- **What you will do**:
Your task is to copy every line of the records below that contains "strong".

- **Data for the task**:
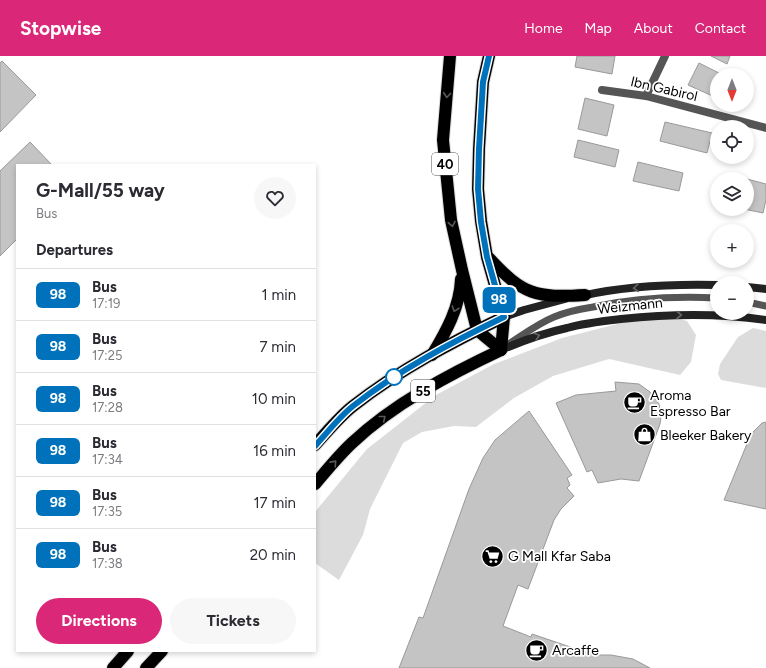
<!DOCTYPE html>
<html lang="en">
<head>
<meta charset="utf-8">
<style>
	:root { --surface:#fff; --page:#f7f7f7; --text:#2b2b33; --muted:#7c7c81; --line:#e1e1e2; --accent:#db2777 }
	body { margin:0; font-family:Figtree,sans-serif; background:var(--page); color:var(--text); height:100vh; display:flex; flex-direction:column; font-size:15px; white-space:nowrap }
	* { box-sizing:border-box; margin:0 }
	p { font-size:13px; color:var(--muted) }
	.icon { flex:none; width:22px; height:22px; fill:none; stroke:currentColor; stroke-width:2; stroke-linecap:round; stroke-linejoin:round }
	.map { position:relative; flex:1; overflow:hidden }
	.panel { position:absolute; left:16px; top:108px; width:300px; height:488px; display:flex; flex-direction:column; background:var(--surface); border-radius:0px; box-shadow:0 2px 6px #0003 }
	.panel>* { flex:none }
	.badge { padding:0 8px; border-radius:6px; font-size:14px; line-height:26px }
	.needle { width:26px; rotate:180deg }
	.fabs { position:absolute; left:710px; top:12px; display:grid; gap:8px }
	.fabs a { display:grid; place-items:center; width:44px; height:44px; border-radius:50%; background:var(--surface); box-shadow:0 2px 6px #0003; font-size:20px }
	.map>.badge { position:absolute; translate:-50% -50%; box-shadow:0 0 0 2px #fff }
	h2 { padding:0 20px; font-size:15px; line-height:36px }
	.round { display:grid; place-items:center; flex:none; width:42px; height:42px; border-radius:21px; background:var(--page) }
	.headline { display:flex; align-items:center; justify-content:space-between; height:68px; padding:0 20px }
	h1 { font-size:19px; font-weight:700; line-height:30px }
	.primary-button { display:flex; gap:8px; margin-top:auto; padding:8px 20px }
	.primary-button a { flex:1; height:46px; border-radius:24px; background:var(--accent); color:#fff; font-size:16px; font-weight:700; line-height:46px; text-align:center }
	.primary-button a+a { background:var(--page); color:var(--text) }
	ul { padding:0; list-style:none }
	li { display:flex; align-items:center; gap:12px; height:52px; padding:0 20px; border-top:1px solid var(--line) }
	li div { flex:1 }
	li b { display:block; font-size:15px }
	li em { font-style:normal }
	li .badge { min-width:44px; font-weight:700; text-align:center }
	header { display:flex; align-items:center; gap:24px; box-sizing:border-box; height:56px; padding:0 20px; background:var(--accent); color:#fff }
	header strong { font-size:19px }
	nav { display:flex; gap:22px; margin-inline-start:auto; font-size:14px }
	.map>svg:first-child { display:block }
</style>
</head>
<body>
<header>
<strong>Stopwise</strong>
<nav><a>Home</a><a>Map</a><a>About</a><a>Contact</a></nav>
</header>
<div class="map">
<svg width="766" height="612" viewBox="0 0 766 612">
	<rect width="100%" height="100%" fill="#fff"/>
	<!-- green -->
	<g fill="#dcdcdc">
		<path d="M672,261L687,265L696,279L691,306L680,319L609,303L553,320L514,342L476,371L454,370L422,376L403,387L370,453L363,479L339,524L315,507V456L367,393L436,339L494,308L562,282L633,264Z"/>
		<path d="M753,272L766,275V332L721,324L718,318L720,308L738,281Z"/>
	</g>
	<!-- building -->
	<g fill="#c4c4c4" stroke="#999">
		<path d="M577,0H615L612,18L575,11Z"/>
		<path d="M711,0H730L727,8Z"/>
		<path d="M2,5L36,39L0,76V7Z"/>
		<path d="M699,7L723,19H717V42L688,29Z"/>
		<path d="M585,42L614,49L607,80L578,73Z"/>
		<path d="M665,66L712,77L707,97L660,85Z"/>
		<path d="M578,84L619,94L615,111L574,101Z"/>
		<path d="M30,86L52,109H17V183L0,200V115Z"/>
		<path d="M638,106L683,117L679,135L633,125Z"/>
		<path d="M747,123L766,128V144L763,157L744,153H747Z"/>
		<path d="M615,326L639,328L650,336L659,348L661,361L660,368L639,425L621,423L598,427L592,414L587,416L556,347L576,339L616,335Z"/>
		<path d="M529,355L572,419L567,422L570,429L567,432L574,440L561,453L554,464L528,533L518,529L503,570L531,581L532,578L594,599H611L633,603L650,612H399L419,561L423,562L469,433L483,402L495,384Z"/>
		<path d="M766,366V453L724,444L751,378L762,367Z"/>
	</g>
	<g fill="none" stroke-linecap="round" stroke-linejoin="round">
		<defs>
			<g id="highway">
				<path d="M450,0L443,84L451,164L462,214L477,274L501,294"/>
				<path d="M489,0L483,26L479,93L478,133L481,165L487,201L504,261L501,294"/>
				<path d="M489,202C523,239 536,242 585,239"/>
				<path d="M432,299C446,276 460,251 461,223"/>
				<path d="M315,389C327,376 339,361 353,350C399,314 452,286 504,261"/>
				<path d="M315,428C327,414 339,399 352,387C393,348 450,318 501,294"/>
				<path d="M113,612L128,595"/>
				<path d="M146,612L162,595"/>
			</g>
		</defs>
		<!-- highway casing -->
		<use href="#highway" stroke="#dbdbdb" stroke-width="14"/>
		<!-- lane -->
		<g stroke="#555" stroke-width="7">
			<path d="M747,246L766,250"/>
			<path d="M507,289C523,279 537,268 554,261C566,256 580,253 593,251C634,242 675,240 717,242"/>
		</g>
		<!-- street -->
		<g stroke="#555" stroke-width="8">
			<path d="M602,34L646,40L766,72"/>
			<path d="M646,40L665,0"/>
		</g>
		<!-- secondary -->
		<g stroke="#222" stroke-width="8">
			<path d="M747,231L766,233"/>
			<path d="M581,240C625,230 672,228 717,229"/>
			<path d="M504,261L524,254L565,243"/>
			<path d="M501,294C522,285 544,277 567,272C584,267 603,265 621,263C669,258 718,257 766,264"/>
		</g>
		<!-- highway -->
		<use href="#highway" stroke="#000" stroke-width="12"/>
	</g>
	<!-- one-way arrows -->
	<defs><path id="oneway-chevron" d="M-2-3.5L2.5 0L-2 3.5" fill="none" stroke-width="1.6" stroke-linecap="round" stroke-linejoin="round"/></defs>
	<g stroke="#595959">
		<use href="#oneway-chevron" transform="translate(447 39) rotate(95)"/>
		<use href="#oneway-chevron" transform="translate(452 168) rotate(79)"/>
		<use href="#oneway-chevron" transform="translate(455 253) rotate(109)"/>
		<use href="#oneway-chevron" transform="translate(383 362) rotate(-39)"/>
		<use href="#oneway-chevron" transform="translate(334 407) rotate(-48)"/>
	</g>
	<g stroke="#646464">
		<use href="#oneway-chevron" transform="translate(636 232) rotate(175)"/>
		<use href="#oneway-chevron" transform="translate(679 259)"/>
		<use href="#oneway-chevron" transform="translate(537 280) rotate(-17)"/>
	</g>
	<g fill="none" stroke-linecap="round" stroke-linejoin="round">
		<defs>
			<path id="line" d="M315,390C327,377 339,361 353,350C399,314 452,286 504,261L487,201L481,166L478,133L479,93L483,26L489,0"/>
		</defs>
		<!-- line casing -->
		<use href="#line" stroke="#fff" stroke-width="9"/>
		<!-- line -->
		<use href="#line" stroke="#0072bc" stroke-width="6"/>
	</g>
	<!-- icons -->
	<defs>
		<symbol id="cafe-disc" viewBox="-11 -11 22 22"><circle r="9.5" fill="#000" stroke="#fff"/><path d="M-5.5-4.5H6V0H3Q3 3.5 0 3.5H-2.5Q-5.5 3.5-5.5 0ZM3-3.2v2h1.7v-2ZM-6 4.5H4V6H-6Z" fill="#fff"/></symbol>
		<symbol id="shop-disc" viewBox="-11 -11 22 22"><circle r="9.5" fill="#000" stroke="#fff"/><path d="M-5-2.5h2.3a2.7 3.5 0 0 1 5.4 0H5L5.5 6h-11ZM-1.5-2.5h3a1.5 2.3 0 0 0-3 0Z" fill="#fff"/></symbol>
		<symbol id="supermarket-disc" viewBox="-11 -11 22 22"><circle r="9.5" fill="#000" stroke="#fff"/><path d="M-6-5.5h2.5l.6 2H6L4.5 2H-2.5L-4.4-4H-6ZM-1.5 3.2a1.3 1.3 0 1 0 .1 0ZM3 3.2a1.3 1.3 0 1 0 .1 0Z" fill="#fff"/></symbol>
	</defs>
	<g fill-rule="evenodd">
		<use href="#cafe-disc" x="622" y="334" width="25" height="25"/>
		<use href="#shop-disc" x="632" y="366" width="25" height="25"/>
		<use href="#supermarket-disc" x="480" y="488" width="25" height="25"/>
		<use href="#cafe-disc" x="524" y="582" width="25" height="25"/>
	</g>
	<!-- markers -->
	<circle fill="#fff" stroke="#0072bc" stroke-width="2" cx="394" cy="321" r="8"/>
	<g text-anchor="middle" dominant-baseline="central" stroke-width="3.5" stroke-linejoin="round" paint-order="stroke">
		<!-- shield labels -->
		<g fill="#fff" stroke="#4c4c4c" stroke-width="1">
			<rect x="432" y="97" width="26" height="22" rx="3"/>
			<rect x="411" y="324" width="24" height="22" rx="3"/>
		</g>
		<g font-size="13" font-weight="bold" fill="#000">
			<text x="445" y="108">40</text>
			<text x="423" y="335">55</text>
		</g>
		<!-- street labels -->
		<g font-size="14" fill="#000" stroke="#fff">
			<text transform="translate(664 33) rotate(13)">Ibn Gabirol</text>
			<text transform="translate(630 250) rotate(-6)">Weizmann</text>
		</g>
		<!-- poi labels -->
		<g font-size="14" fill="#000" stroke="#fff" text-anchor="start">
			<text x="650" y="339">Aroma<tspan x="650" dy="16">Espresso Bar</tspan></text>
			<text x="660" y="379">Bleeker Bakery</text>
			<text x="508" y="500">G Mall Kfar Saba</text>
			<text x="552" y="594">Arcaffe</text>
		</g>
	</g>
</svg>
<div class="fabs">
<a><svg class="needle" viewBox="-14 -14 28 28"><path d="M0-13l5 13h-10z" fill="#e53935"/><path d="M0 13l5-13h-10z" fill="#7c7c81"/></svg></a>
<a><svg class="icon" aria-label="locate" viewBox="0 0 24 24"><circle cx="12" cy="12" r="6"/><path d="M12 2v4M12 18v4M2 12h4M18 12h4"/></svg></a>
<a><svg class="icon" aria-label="layers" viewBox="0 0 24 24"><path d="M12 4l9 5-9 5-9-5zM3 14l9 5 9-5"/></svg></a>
<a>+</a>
<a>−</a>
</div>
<b class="badge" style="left:499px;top:244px;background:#0072bc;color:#fff">98</b>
<section class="panel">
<div class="headline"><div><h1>G-Mall/55 way</h1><p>Bus</p></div><a class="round"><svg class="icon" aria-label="heart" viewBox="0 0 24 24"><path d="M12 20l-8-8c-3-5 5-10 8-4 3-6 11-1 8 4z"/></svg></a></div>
<h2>Departures</h2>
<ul>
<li><span class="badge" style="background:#0072bc;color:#fff">98</span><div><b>Bus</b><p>17:19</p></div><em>1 min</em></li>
<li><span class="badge" style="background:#0072bc;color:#fff">98</span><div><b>Bus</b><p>17:25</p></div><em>7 min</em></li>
<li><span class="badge" style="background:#0072bc;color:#fff">98</span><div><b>Bus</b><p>17:28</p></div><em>10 min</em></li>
<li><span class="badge" style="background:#0072bc;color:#fff">98</span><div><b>Bus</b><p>17:34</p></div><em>16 min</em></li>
<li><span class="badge" style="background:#0072bc;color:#fff">98</span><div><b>Bus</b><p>17:35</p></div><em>17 min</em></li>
<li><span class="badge" style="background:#0072bc;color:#fff">98</span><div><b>Bus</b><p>17:38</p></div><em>20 min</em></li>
</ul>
<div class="primary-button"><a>Directions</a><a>Tickets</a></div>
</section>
</div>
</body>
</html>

- **Exercise solution**:
	header strong { font-size:19px }
<strong>Stopwise</strong>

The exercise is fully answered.